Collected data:
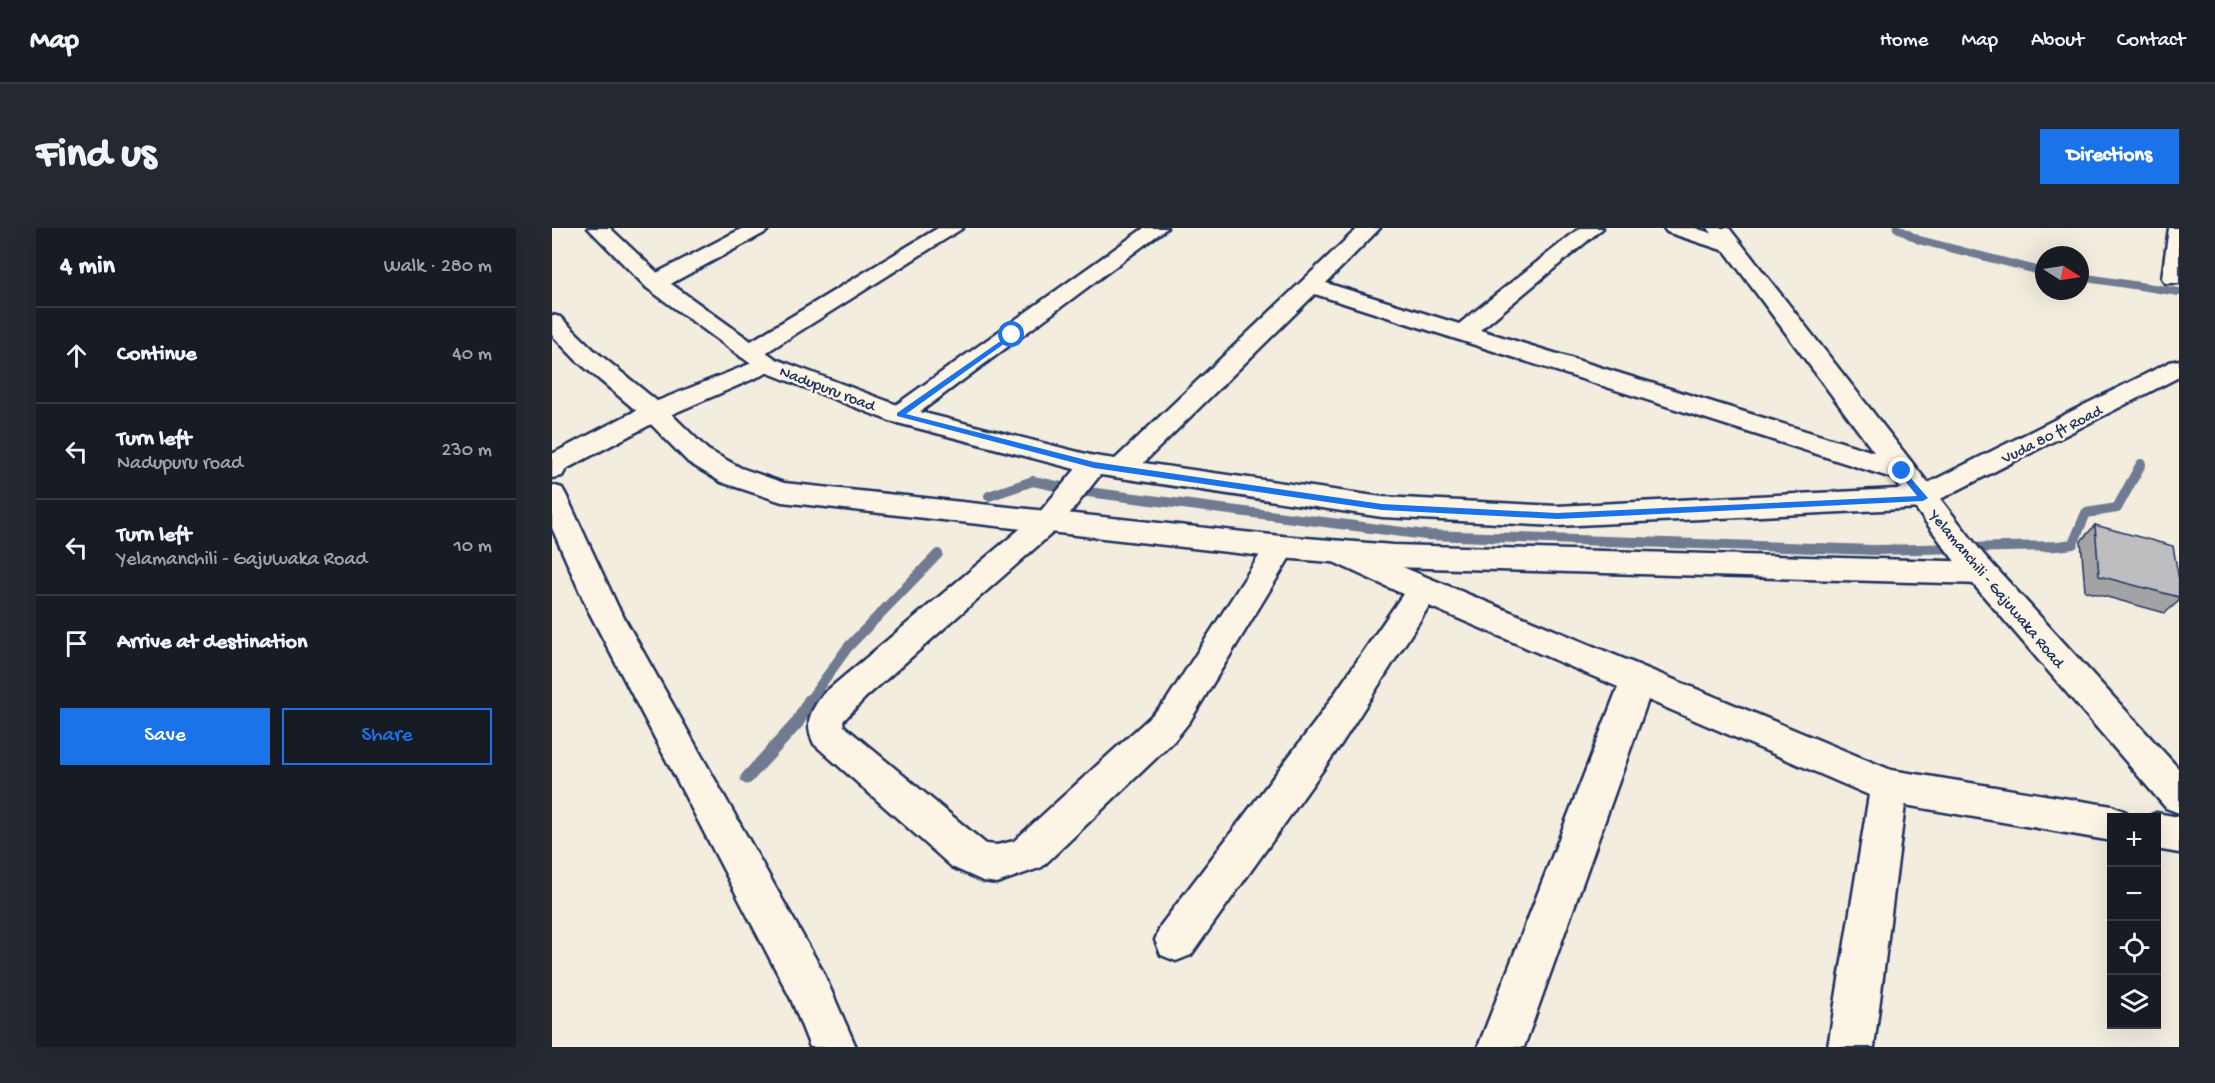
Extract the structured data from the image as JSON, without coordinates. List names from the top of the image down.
{
  "streets": {
    "street": ["Nadupuru road", "Vuda 80 ft Road", "Yelamanchili - Gajuwaka Road"]
  },
  "crossings": [
    ["Nadupuru road", "Vuda 80 ft Road"],
    ["Nadupuru road", "Yelamanchili - Gajuwaka Road"],
    ["Vuda 80 ft Road", "Yelamanchili - Gajuwaka Road"]
  ],
  "north": "right",
  "page": {
    "header": "Map",
    "nav": [
      "Home",
      "Map",
      "About",
      "Contact"
    ],
    "buttons": [
      "Directions",
      ["Save", "Share"]
    ],
    "title": "Find us",
    "heading": ["4 min", "Walk · 280 m"],
    "list": [
      ["Continue", "40 m"],
      ["Turn left", "Nadupuru road", "230 m"],
      ["Turn left", "Yelamanchili - Gajuwaka Road", "10 m"],
      "Arrive at destination"
    ],
    "map_buttons": ["+", "−"]
  }
}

● **Problem to work on**
From the first line to the last, repeat the records exactly. Leave out the pictures.

● **Your response**
Extract the structured data from the image as JSON, without coordinates. List names from the top of the image down.
{
  "streets": {
    "street": ["Nadupuru road", "Vuda 80 ft Road", "Yelamanchili - Gajuwaka Road"]
  },
  "crossings": [
    ["Nadupuru road", "Vuda 80 ft Road"],
    ["Nadupuru road", "Yelamanchili - Gajuwaka Road"],
    ["Vuda 80 ft Road", "Yelamanchili - Gajuwaka Road"]
  ],
  "north": "right",
  "page": {
    "header": "Map",
    "nav": [
      "Home",
      "Map",
      "About",
      "Contact"
    ],
    "buttons": [
      "Directions",
      ["Save", "Share"]
    ],
    "title": "Find us",
    "heading": ["4 min", "Walk · 280 m"],
    "list": [
      ["Continue", "40 m"],
      ["Turn left", "Nadupuru road", "230 m"],
      ["Turn left", "Yelamanchili - Gajuwaka Road", "10 m"],
      "Arrive at destination"
    ],
    "map_buttons": ["+", "−"]
  }
}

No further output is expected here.